Say like if you wanted everything to be a carbon copy, you have development,
staging, production, you can just create these workspaces ad hoc,
and that's kind of the intention, or at least what I took away from
trying to use it. So those environments kind of pop up and you get
what is intended to be like cookie cutter environments of,
I want say this load balancer with these three
application servers, one db like that, just like print,
print, print and repeat. That makes it quite easy to do. So some
of the neat features is that it's got cost limitations built in. So say,
if you've got a team of 20 developers making sure that
they don't just spin up infinite amounts of environments to test things
so you don't run out of money, having things be truly ephemeral.
So say if someone spins up a workspace to test something out,
you can set how long it's supposed to last and it can be automatically destroyed
after. And you can limit the number of environments per user.
So kind of, I think it's a great feature for the environmental environments,
and there's a lot of features that really help support that.
So for the Gotchas, it doesn't actually support remote state. It literally
copies state bars out of a working directory within m zero itself,
because it runs entirely in the cloud and there's no other way to run it.
And it uses workspaces to kind of manage that in a way
that you never really see. So everything that kind of happens in m zero stays
in m zero, which is useful if you are just using it to create environments
on the fly. But for more long running infrastructure, it might not necessarily be
the right fit. So how does this relate to pull request workflows?
So some people have kind of asked, why don't you just use CI?
Like, why don't you use something like Circle CI, hook it into that? You can
do it. But there's a few kind of gotchas that Hashicorp themselves actually highlight
quite well in their own documentation, one of which is making sure that
when you plan on something, making sure that state hasn't changed.
In the meantime, commits haven't been added to that, prs haven't
been open, and plans run against them for the same project
somewhere else. How that gets approved
and actually trying to figure out which directory or which workspace
on the same directory to work on. So kind of tricky things
that you take for granted when you're working on it locally, but from an automated
standpoint, those have to be sort of ways for it to identify.

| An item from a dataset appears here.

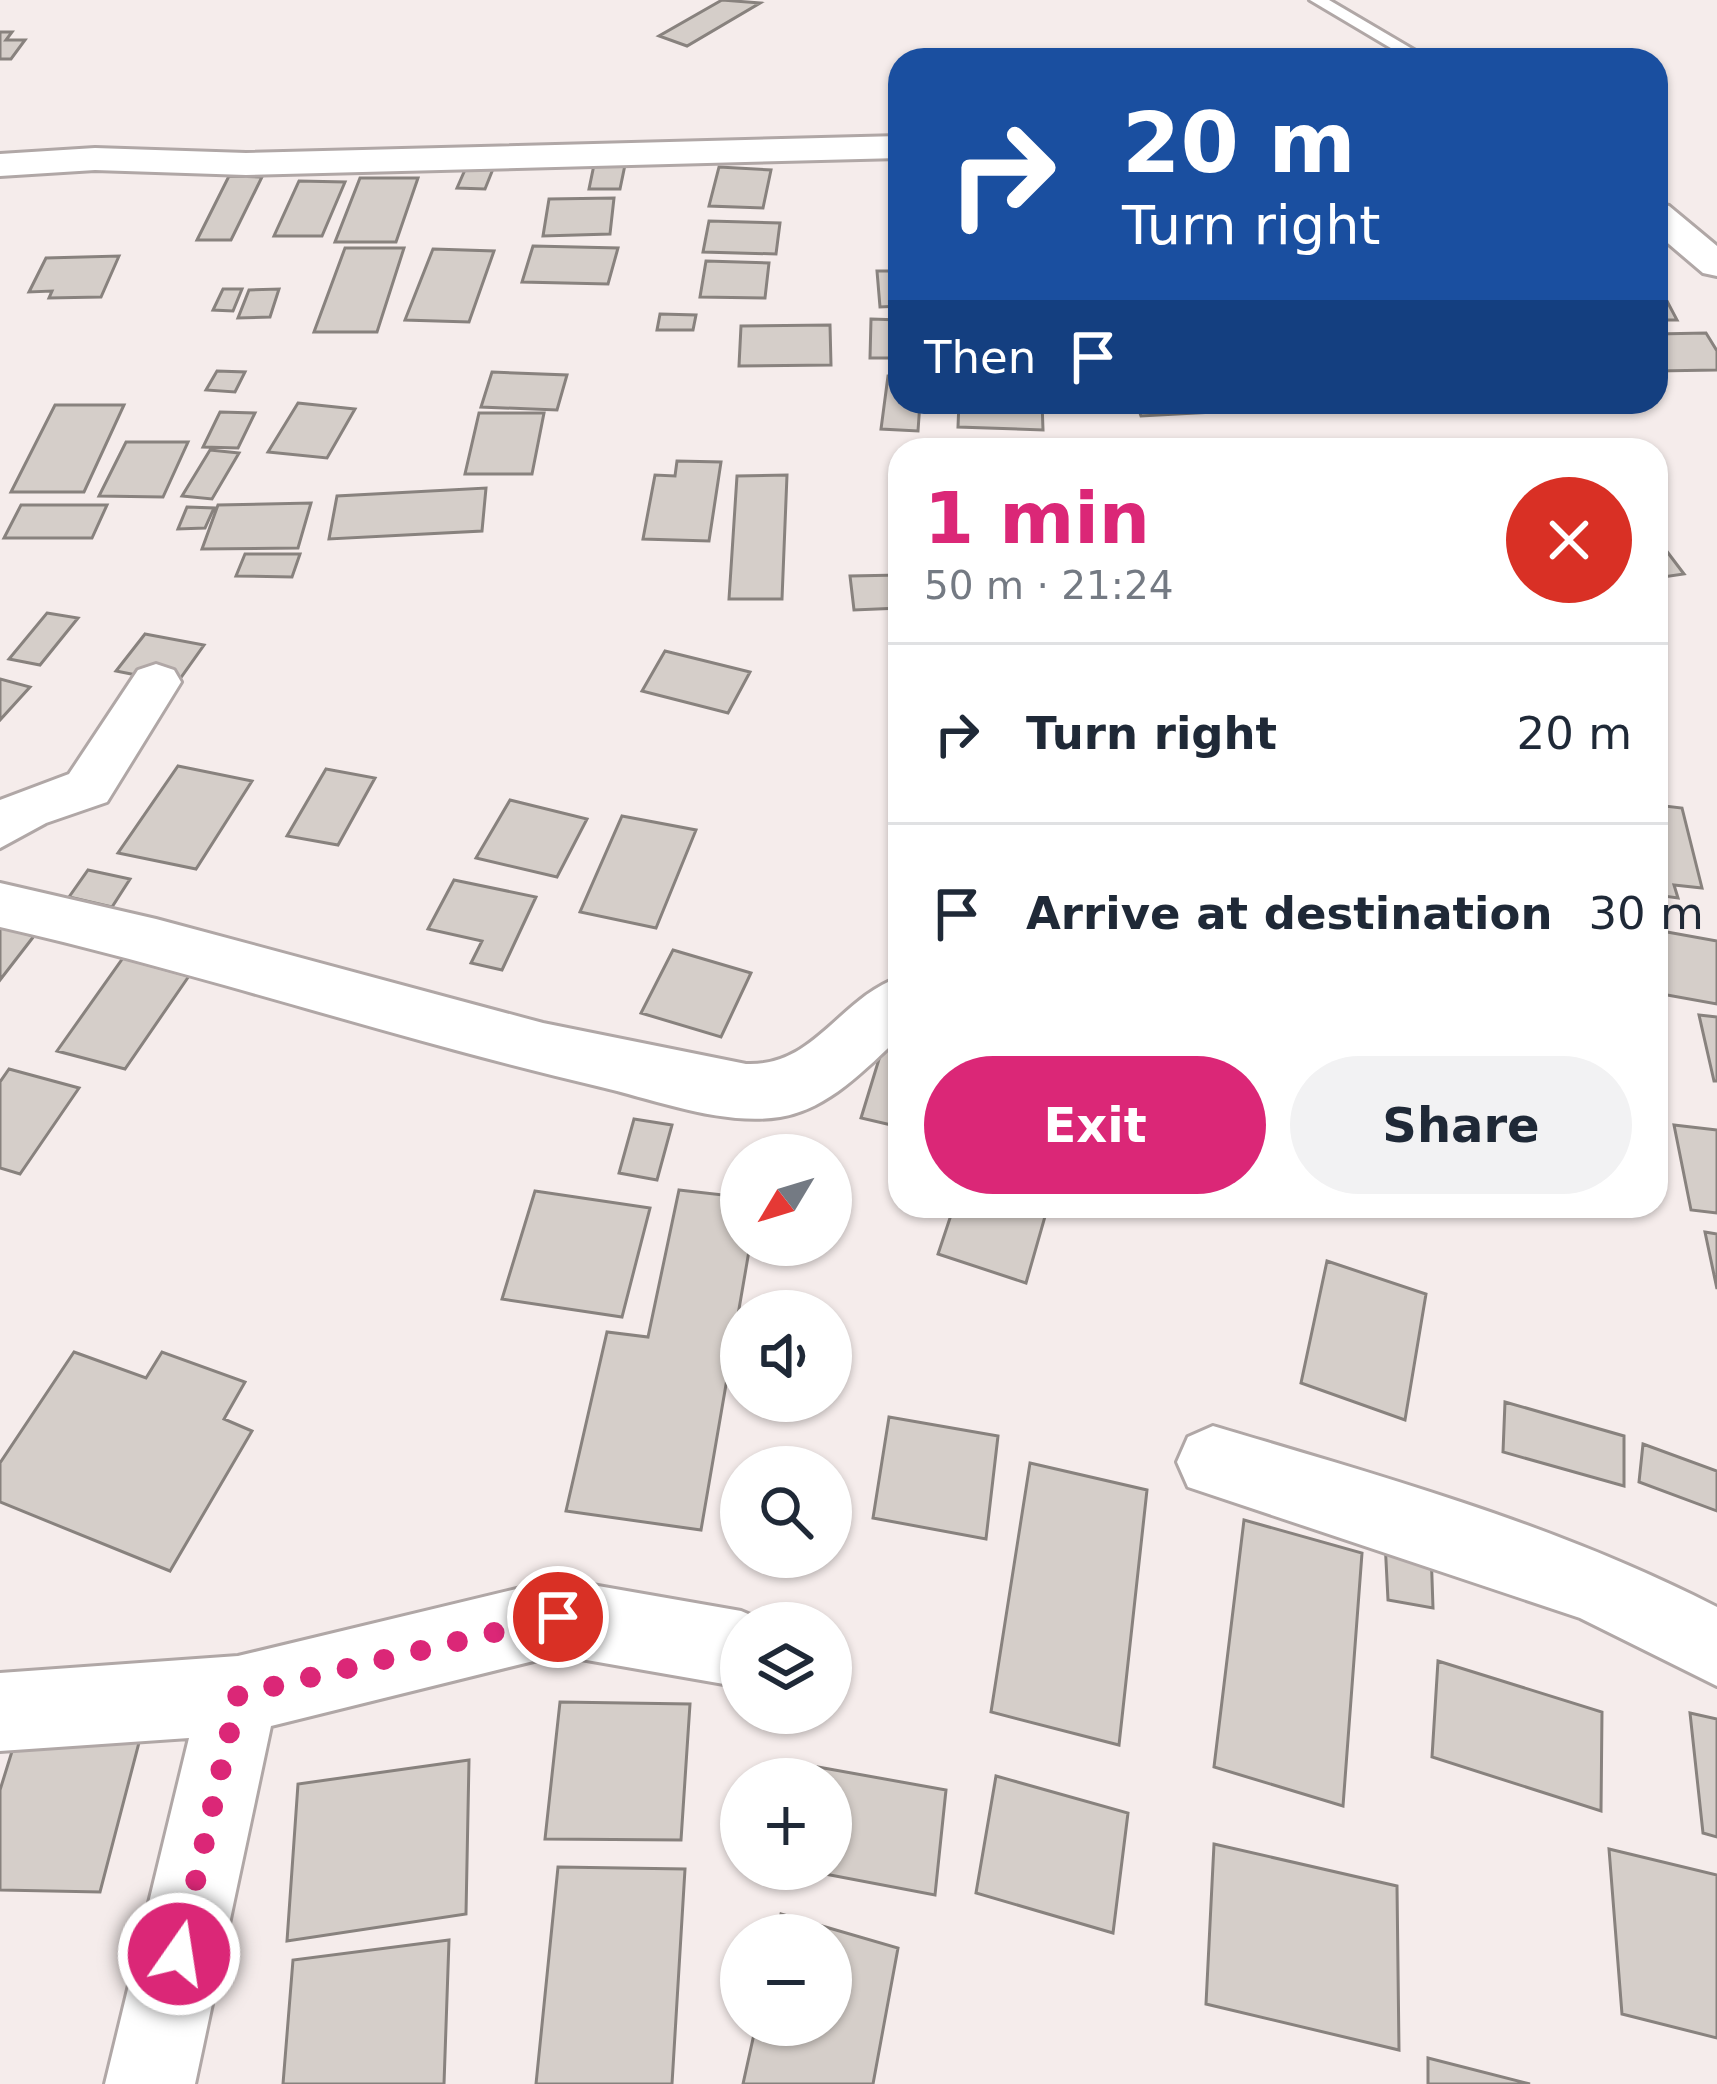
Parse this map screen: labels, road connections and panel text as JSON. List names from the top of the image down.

So the
plan and apply synchronization is just if, say you're running it on CI and the
plan can happen on any given machine, how do you get that plan
out? File, make sure that it relates to a specific commit, and then have
the plan and then subsequent apply happen on the exact
same commit. So it's kind of a slightly odd
workflow from a CI perspective, which is supposed to validate each commit as
being golden and good. You'd have to write it to somewhere, cloud it back
up. And then there's kind of the issue of the approval step.
So if I've planned something out, how do I decide after
potentially minutes, hours or days whether that's something that I
want to do and know that things haven't changed in the meantime
for something that's supposed to be continuously integrating,
that's potentially hiccups. So it's not that you can, it's just
having a nice. This is what I said I wanted to do. Am I sure
this has been approved? I now want it. I'm now going to let it go
ahead. You could do it automatically, but that has dangers. So in
the context of a pr, how do you actually get feedback on what terraform is
doing in the background? So Atlantis has a couple comment commands
which you essentially comment on the pr, and it will trigger Atlantis plan and Atlantis
apply, which triggers terraform plan and terraform apply.
Correspondingly, it will show feedback of those commands actually as
comments itself. If you assign like a machine user in say,
GitHub, GitLab or BitBucket, Terraform cloud will
only provide the feedback in its own user interface. N zero will
also comment back, but doesn't have a corresponding status check, whereas Atlantis
has both. So you can kind of see like it'll be churning away in the
background. It'll eventually give you feedback on what's going on in
terms of locking. So one of the issues I kind of mentioned before is
if you're making changes to one project and someone else also makes changes
to a project at the same time, how do you decide who goes first?
Especially if you've both branched off of master or main? Atlantis has a
concept of project locking, and this is
separate from terraform state locking. So it will keep separate
track of this and go. If I have planned out a pr over here
and someone else tries to make changes to, say, development DNS,
it'll go okay, you're trying to essentially make a same change to
the same thing. This person was first, so they get to go first, and you'll
see those locks pop up in the UI. You'll get a notification on
a pull request that will basically say this plan has failed because you're not
allowed to do it because someone else is first in the queue. That'll then become
unlocked and bit will sort of show you. If you want to get this pushed
through, you have to get the owner of this other pr to go first.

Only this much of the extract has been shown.